Actual: “Pride can stand a thousand trials, the strong will never fall. But watching stars without you, my soul cries. Heaving heart…”
Essentially, quite different songs.
7. Mariah Carey: “Without You”
Misheard: “No, I can’t forget the ceiling, or your face as you were leaving”
Actual: “No, I can’t forget this evening, or your face as you were leaving”
I always loved the idea that Mariah (even though she didn’t write it, and it’s a cover) was being really clever here and suggesting she’d spent all night unable to sleep, pondered her about-to-end relationship, and therefore had been staring at the ceiling for approximately 12 hours. For me that whole pre-story was summed up in those first six words. Never mind. A much ruder mishearing of this song is here.
8. Lady Gaga: “Bad Romance”
Misheard: “I want your psycho, your vertical stick. Want you tomorrow when no baby is sick.”
Actual: “I want your psycho, your vertigo stick. Want you in my rear window, baby you’re sick”
I had no idea what Gaga was on about here (although I suspected that “vertical stick” was a bad Mills & Boons-esque euphemism and I’d also constructed a small back story around Gaga’s love interest in Bad Romance being married; and his child was ill today so he had to cancel their rendezvous). In actuality, Gaga is being much cleverer than I could have imagined and referring to a range of Hitchcock movies: Psycho, Vertigo and Rear Window. I *actually* love her.
9. Take That: “Back For Good”
My housemate was convinced that Gary Barlow was singing “Wash your back” rather than “want you back” throughout this song. I also thought that Barlow sung: “we will never be uncommon again” when it’s actually “uncovered again”. Neither of these interpretations make any sense, but I’m at number nine and struggling a bit, so they will do nicely.
Misheard: “Want you back for good (wash your back, wash your back)”
Actual: “Want you back for good (want you back, want you back)”
10. Bowling For Soup: “Girl All The Bad Guys Want”
Misheard: “She doesn’t notice me cos she’s watching West Wing”
Actual: “She doesn’t notice me cos she’s watching Wrestling”
Suggested by one of my Twitter friends, I wish the song did actually refer to the popular American TV series, the West Wing. And that watching it was the epitome of cool. Excitingly, this is the first time the blog has ventured into the musical genre of pop-punk.

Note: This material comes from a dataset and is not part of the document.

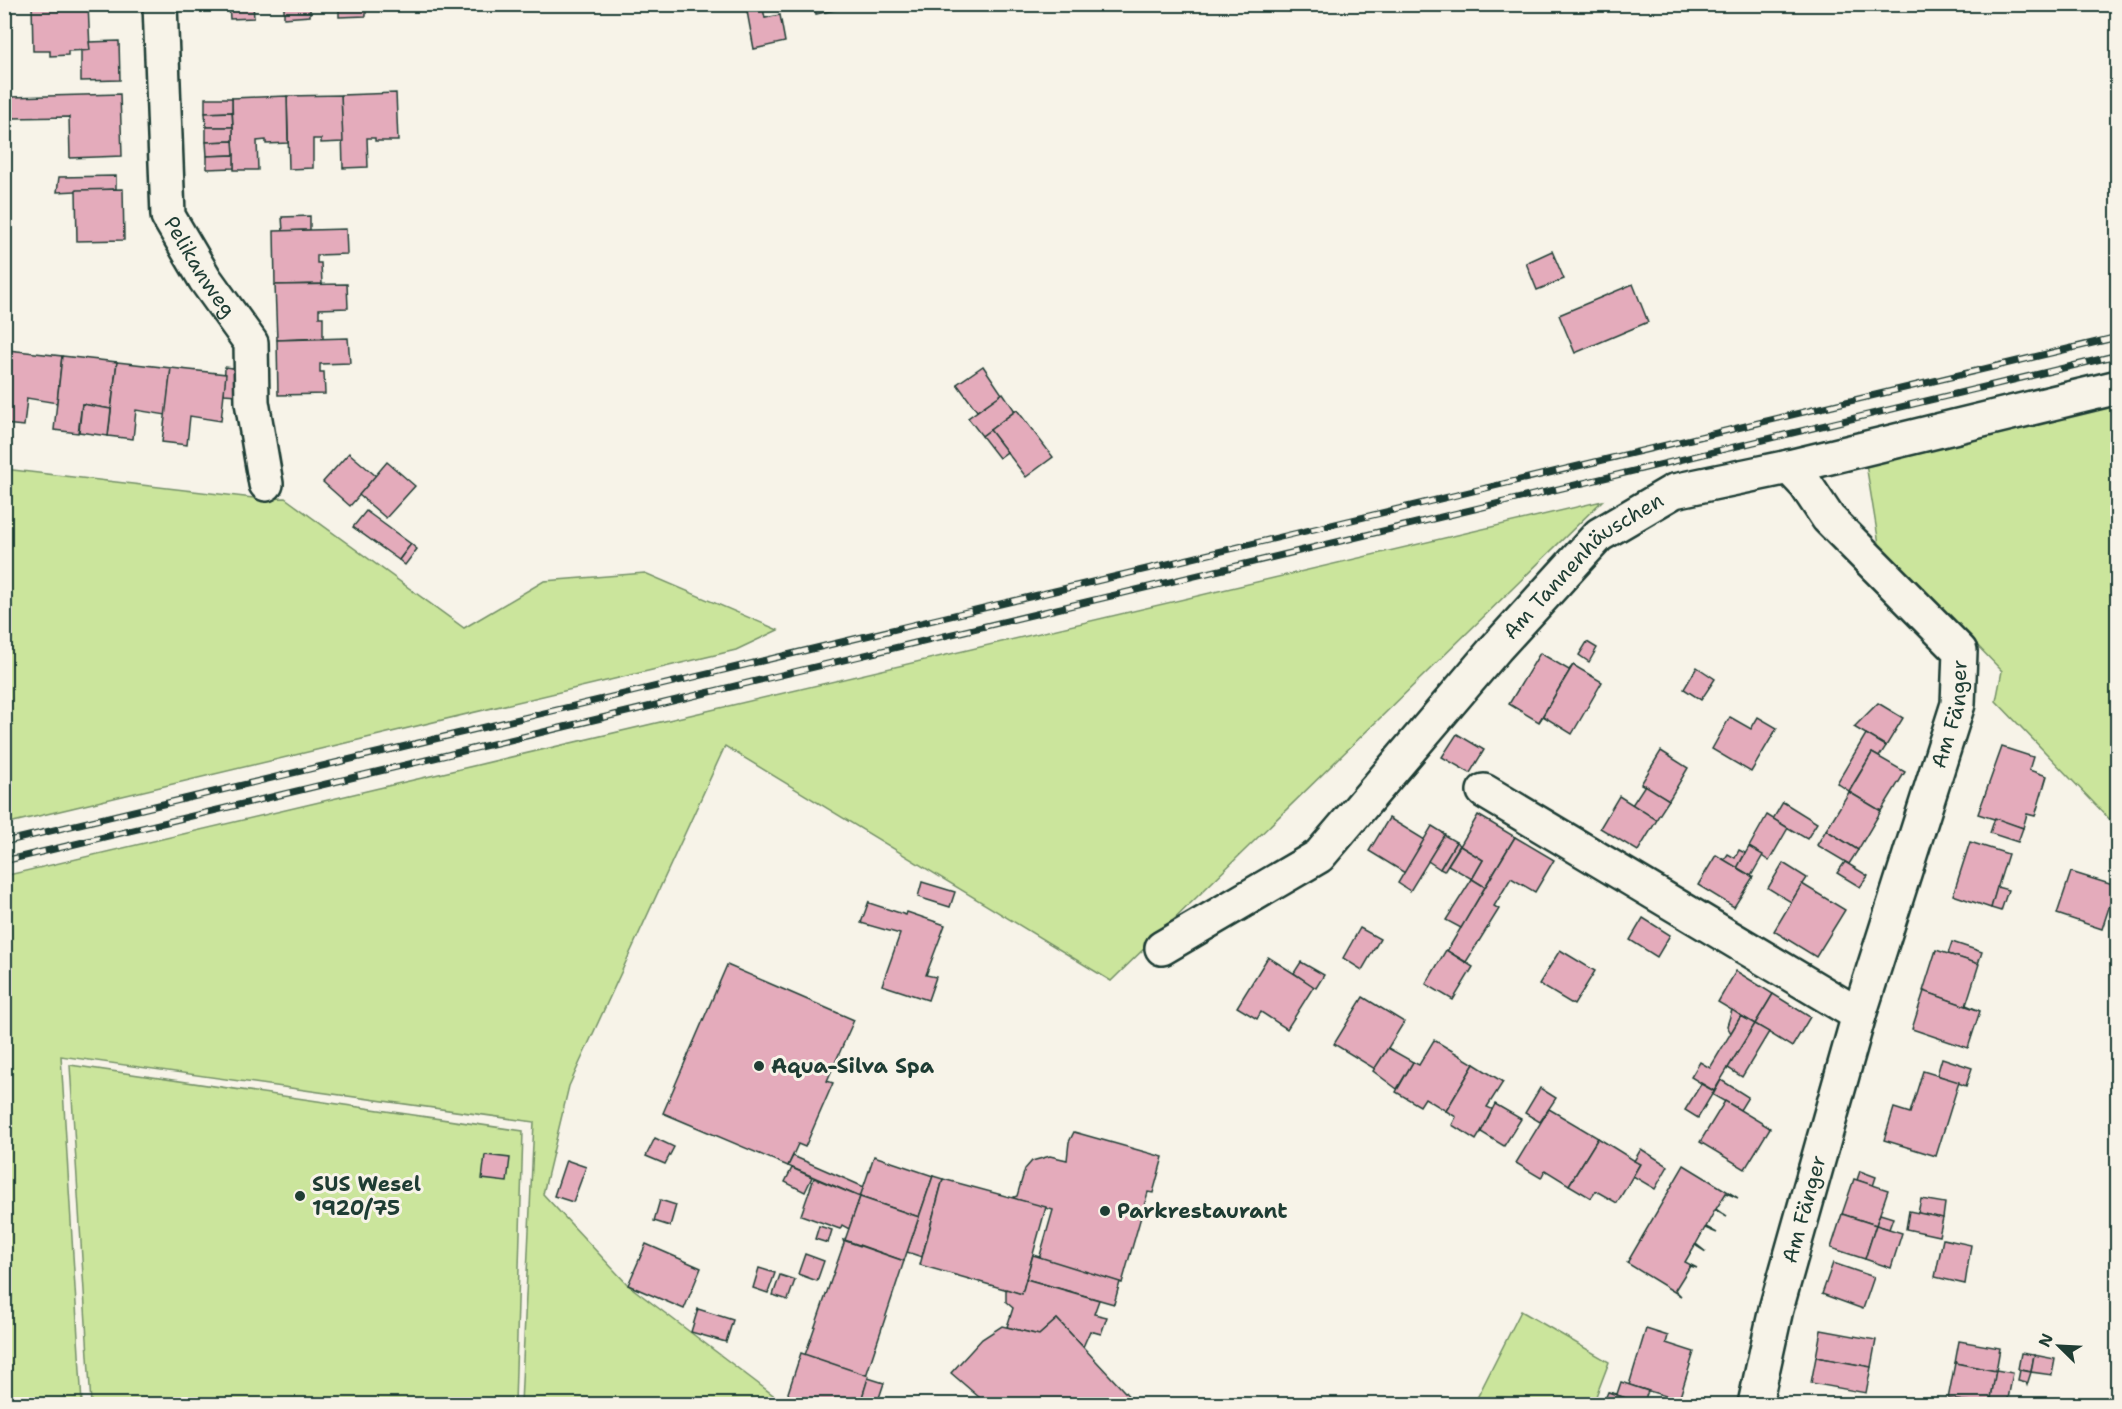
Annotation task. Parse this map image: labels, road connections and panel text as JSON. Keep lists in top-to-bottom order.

Fell free to share your own in the comments section! And visit this brilliant website for more.
The Difficult Second Album
Jun 27th
This is my big blogging comeback. Literary Agent Flatmate recently announced that my infrequent blogging makes me appear uncommitted to writing and therefore I am unlikely to be offered a significant £££ publishing deal. What about my existing back catalogue, I exclaim?! Not enough, apparently. And so I return.
Planning my comeback after a gap of three months, I now know exactly how famous musicians feel whilst writing the difficult second album. What do the public *want*, I ask, in a not dissimilar way to Gwen Stefani in her exciting self-referential song “What You Waiting For?”?. What currently is the most pressing issue in popular culture?
And then I suddenly realised: ah yes, the best way of determining this is to see what my fanbase are currently googling to find my blog!
I am both alarmed and intrigued by what people are googling to find my blog, but I feel the below list casts an illuminating light over what The People really, really want.
1. “Derren Brown’s boyfriend Mark”
The People are *obsessed* by Derren Brown’s boyfriend, who happens to be called Mark, and all 62 of them must have been very disappointed when they found my site because I once happened to mention Derren Brown’s boyfriend and I’m called Mark. The People’s obsession has led to me being slightly interested myself and therefore I invested ten minutes in a bit of googling. There is a disappointing lack of information on the interweb about Derren Brown’s boyfriend, Mark. I learn only that he is an interior designer. So I understand why the People are frustrated. Not even a picture.
2. “How do the duck and the hippo in the silent night advert make babies?”
I truly love all those who have, like me, also wondered about the Duck and Hippo’s unconventional relationship in the Silent Night Adverts. I have a vague recollection from Biology A Level that two different species can breed (i.e. a horse and a donkey, making a mule) but I imagine they have to be more genetically similar than a hippo and duck. Hope that helps.
Someone also asked: “is the hippo in the silent night advert married to the chick?”. To answer, it’s never been made clear, and there is no obvious wedding rings, but the assumption is yes. Either way, it’s weird and wrong.
3. “F**k I hate yoghurt adverts”
I hear you, I hear you. I also hear the person who asks google “what’s the plural of Petit Filous?”. I think the answer is, one petit filous is too infinitely small and pointless for the brain to comprehend and thereby technically they can only be seen in packs of six. Therefore, Petit Flious automatically refers to the plural. Hope that clears things up.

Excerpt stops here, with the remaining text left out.